TASK DESCRIPTION -
Give the number of lines in the material below that contain the word "then", and nothing else.

Top of DATASET RECORDS

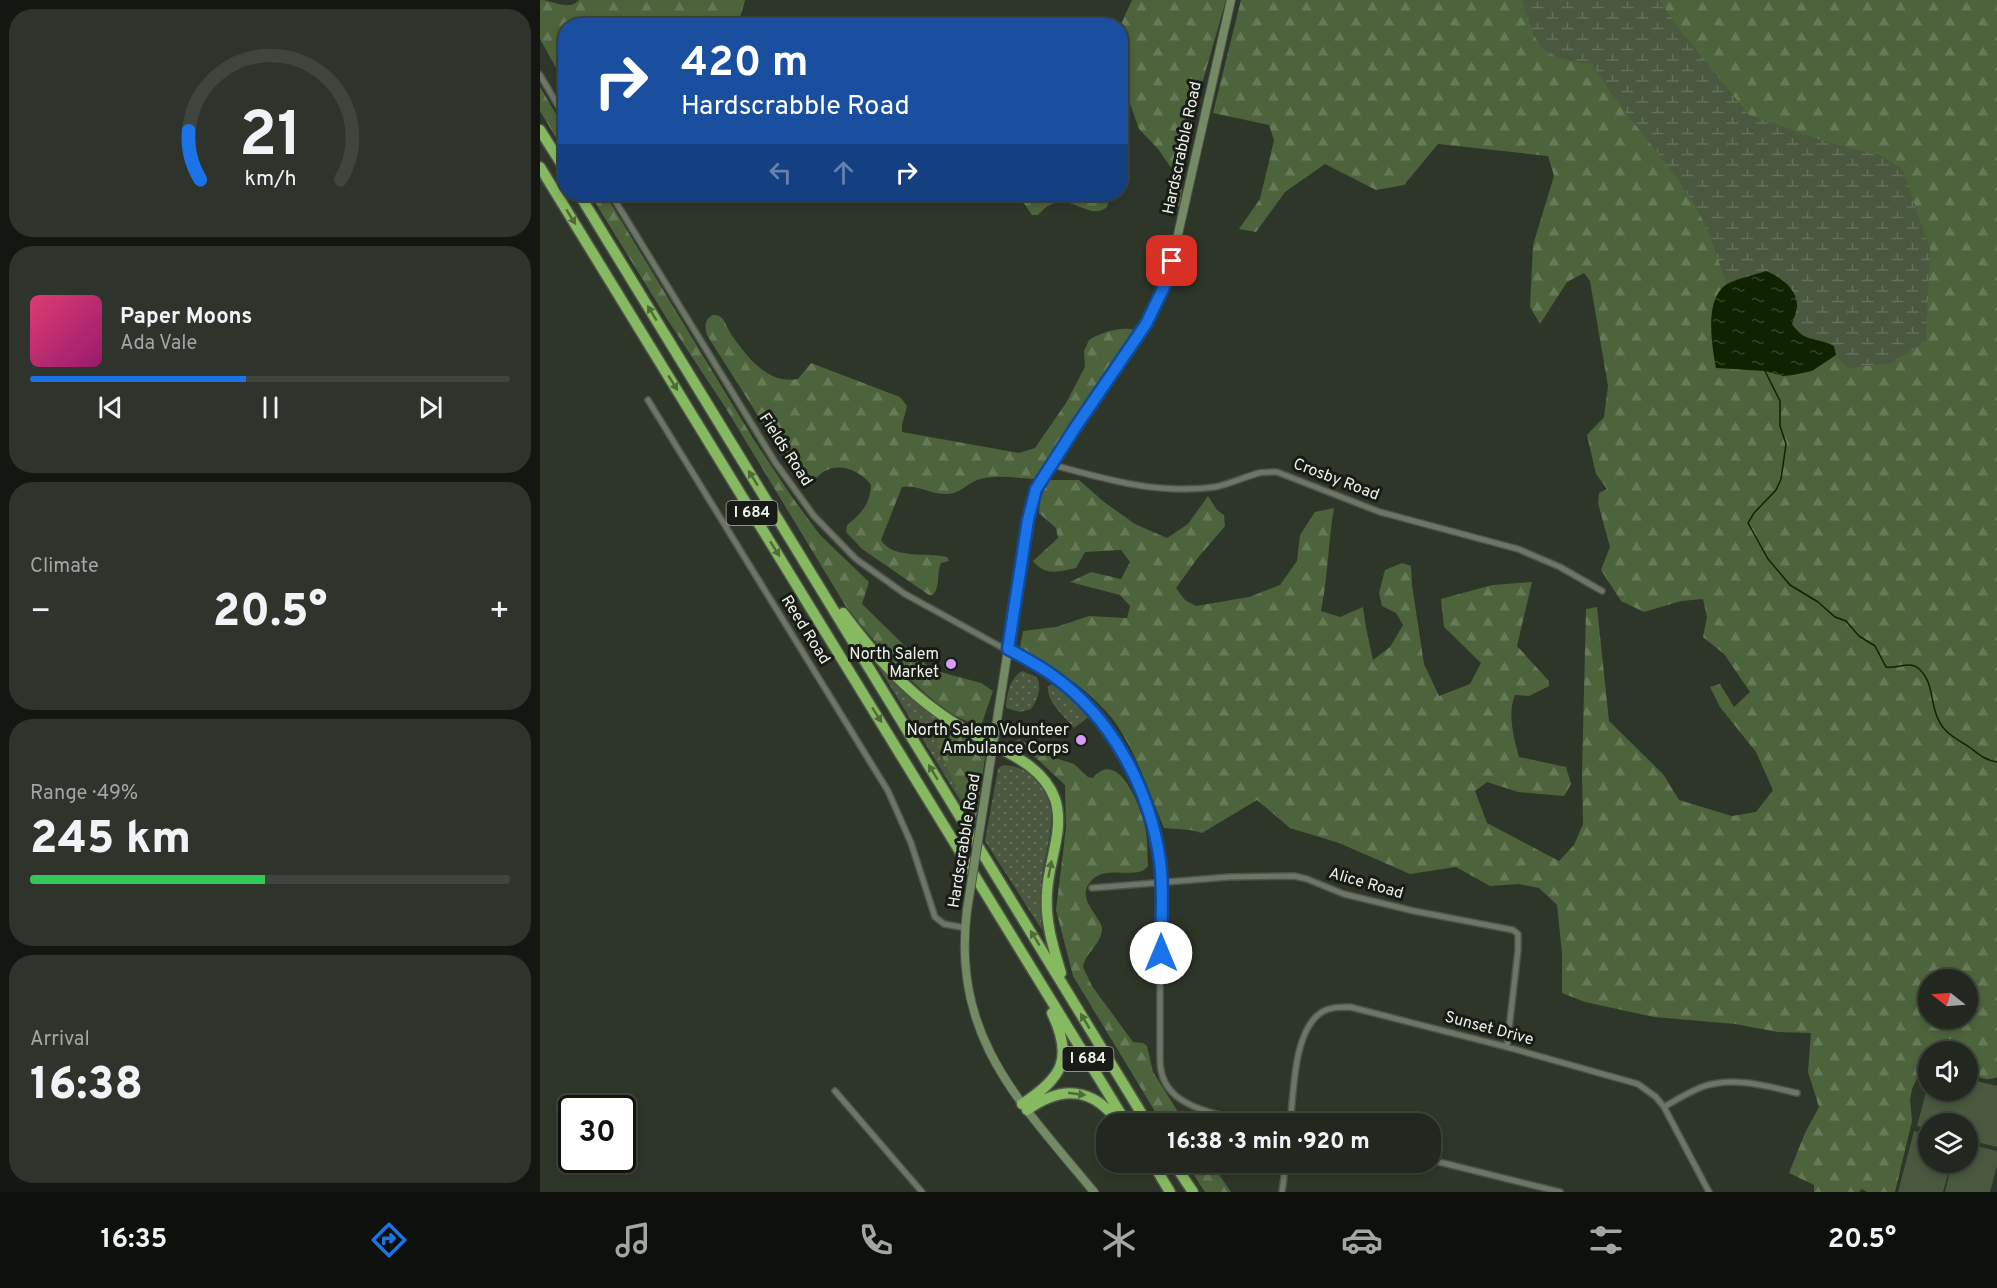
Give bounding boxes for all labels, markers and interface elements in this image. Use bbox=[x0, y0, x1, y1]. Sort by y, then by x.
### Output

Bottom of DATASET RECORDS
Top of DATASET RECORDS

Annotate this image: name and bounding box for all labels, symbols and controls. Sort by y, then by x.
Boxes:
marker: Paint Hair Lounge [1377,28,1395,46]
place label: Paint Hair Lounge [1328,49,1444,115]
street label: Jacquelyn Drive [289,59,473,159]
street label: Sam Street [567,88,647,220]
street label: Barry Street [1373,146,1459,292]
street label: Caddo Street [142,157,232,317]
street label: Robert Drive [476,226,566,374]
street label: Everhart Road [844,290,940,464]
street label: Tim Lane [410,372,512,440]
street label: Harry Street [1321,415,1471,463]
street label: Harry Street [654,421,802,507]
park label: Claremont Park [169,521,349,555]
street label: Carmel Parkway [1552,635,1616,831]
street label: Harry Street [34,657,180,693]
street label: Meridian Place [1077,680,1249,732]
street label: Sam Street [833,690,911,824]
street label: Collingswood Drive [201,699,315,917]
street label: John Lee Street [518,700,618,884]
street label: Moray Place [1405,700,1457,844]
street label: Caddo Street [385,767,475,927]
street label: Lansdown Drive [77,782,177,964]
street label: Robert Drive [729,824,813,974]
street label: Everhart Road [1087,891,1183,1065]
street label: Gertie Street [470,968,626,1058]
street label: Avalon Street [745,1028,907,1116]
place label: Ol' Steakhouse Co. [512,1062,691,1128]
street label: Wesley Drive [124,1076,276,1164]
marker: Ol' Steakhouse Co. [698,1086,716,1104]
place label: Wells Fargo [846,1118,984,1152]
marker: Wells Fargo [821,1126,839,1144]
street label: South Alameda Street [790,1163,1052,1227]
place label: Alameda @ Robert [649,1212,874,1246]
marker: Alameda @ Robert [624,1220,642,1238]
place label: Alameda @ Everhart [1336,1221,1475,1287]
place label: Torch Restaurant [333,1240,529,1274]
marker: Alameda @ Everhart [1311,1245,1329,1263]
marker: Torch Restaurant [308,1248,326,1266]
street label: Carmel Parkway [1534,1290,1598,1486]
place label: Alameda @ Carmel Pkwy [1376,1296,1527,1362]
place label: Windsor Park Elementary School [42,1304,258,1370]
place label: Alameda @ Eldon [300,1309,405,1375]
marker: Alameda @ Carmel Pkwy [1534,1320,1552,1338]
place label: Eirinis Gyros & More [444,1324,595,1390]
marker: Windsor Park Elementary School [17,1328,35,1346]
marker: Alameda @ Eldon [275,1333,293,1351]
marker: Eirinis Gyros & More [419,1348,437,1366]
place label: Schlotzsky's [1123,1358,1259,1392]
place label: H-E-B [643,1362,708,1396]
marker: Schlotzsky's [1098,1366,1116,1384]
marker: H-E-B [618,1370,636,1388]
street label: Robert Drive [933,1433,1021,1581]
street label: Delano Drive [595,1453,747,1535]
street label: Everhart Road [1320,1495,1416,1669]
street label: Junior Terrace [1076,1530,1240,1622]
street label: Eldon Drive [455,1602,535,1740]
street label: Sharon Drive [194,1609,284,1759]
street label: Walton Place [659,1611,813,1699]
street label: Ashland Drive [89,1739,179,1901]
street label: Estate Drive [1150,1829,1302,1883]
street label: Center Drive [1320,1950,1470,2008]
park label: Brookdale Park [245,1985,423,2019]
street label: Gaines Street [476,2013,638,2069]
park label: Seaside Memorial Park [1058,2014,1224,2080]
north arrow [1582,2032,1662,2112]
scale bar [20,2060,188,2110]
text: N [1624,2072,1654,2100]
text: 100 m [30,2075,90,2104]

Bottom of DATASET RECORDS
Top of DATASET RECORDS

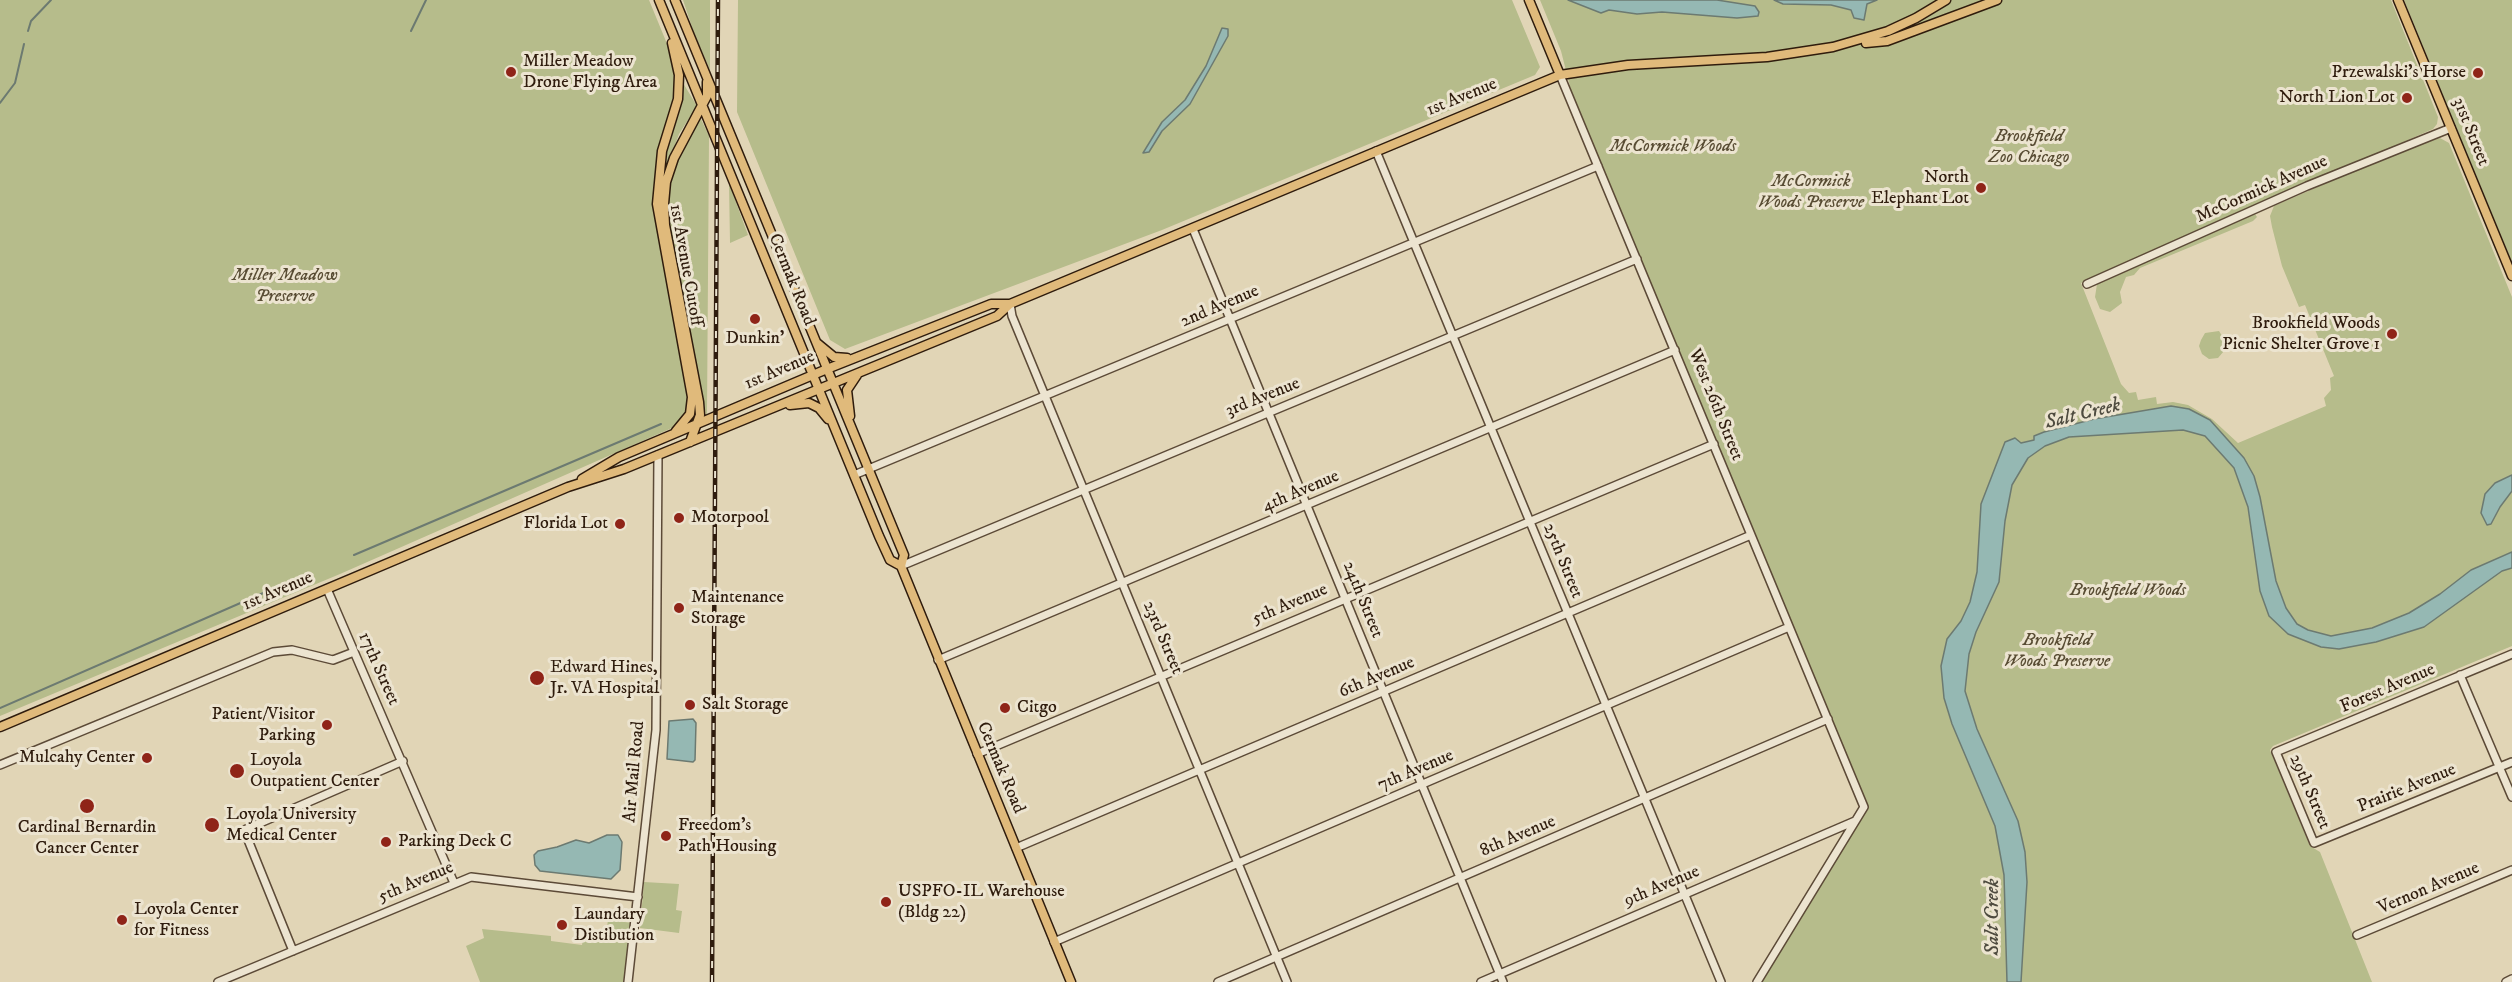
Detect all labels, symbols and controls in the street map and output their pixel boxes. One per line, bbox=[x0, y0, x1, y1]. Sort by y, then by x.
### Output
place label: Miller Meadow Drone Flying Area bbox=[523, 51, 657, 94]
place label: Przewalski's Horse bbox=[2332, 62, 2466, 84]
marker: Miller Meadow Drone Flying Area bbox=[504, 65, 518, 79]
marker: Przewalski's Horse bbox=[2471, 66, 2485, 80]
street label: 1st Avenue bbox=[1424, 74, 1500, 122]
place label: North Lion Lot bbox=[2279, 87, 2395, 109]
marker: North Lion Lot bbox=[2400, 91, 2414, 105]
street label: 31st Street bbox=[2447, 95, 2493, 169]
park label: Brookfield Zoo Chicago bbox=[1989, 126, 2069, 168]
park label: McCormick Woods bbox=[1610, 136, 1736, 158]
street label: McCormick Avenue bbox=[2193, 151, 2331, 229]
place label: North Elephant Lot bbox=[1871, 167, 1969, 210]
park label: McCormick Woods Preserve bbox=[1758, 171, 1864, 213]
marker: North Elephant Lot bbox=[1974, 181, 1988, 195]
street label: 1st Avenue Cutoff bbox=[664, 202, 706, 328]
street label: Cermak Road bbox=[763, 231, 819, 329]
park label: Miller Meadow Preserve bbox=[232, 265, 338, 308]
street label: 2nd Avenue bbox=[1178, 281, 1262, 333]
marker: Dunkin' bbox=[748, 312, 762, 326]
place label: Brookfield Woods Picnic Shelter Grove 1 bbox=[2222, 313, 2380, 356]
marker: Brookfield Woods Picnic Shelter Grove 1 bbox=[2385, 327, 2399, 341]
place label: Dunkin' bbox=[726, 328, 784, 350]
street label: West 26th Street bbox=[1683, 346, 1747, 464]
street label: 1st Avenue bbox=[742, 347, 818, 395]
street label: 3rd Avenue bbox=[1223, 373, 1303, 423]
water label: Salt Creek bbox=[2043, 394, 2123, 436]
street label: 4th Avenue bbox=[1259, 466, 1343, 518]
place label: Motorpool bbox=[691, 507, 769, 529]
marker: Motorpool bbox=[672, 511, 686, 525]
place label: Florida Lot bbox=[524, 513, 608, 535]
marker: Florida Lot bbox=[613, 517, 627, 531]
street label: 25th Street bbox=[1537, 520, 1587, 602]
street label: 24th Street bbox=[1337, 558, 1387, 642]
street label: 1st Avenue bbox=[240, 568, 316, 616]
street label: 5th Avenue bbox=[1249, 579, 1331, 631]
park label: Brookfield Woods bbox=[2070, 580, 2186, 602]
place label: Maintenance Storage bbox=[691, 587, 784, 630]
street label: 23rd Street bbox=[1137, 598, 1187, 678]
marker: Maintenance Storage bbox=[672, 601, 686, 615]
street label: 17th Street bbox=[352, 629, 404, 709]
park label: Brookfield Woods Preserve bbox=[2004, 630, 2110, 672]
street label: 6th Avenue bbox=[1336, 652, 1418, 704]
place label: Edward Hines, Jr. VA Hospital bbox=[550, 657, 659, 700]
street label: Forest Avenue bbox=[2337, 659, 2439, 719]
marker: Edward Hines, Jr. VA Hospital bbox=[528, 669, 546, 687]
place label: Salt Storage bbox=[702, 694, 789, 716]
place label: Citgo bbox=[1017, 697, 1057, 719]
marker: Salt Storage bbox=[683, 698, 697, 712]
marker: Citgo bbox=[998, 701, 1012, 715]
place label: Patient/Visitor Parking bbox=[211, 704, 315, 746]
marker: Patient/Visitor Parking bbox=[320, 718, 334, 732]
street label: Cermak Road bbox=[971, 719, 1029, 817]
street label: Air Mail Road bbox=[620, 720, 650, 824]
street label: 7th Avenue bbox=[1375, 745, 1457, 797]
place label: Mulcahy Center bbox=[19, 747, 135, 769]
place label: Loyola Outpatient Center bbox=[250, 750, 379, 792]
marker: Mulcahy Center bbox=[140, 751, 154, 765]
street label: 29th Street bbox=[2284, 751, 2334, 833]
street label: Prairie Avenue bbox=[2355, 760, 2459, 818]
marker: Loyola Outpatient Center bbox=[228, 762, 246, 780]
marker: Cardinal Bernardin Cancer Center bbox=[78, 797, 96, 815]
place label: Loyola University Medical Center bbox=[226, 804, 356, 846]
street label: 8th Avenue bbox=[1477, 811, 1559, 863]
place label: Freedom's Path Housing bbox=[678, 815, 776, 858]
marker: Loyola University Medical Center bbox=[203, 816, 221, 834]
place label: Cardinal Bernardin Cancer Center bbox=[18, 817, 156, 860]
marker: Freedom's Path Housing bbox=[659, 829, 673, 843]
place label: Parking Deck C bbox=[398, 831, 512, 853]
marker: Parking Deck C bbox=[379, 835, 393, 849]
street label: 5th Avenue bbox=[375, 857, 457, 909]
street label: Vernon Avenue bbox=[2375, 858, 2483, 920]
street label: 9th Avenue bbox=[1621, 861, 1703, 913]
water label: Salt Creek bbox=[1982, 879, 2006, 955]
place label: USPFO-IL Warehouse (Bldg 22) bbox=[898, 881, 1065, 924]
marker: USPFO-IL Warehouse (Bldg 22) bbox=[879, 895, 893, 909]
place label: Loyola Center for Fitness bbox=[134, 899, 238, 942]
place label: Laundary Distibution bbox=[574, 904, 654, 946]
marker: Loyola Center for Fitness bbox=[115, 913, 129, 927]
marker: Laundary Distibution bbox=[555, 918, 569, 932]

Bottom of DATASET RECORDS

ANSWER TO THIS PROBLEM -
3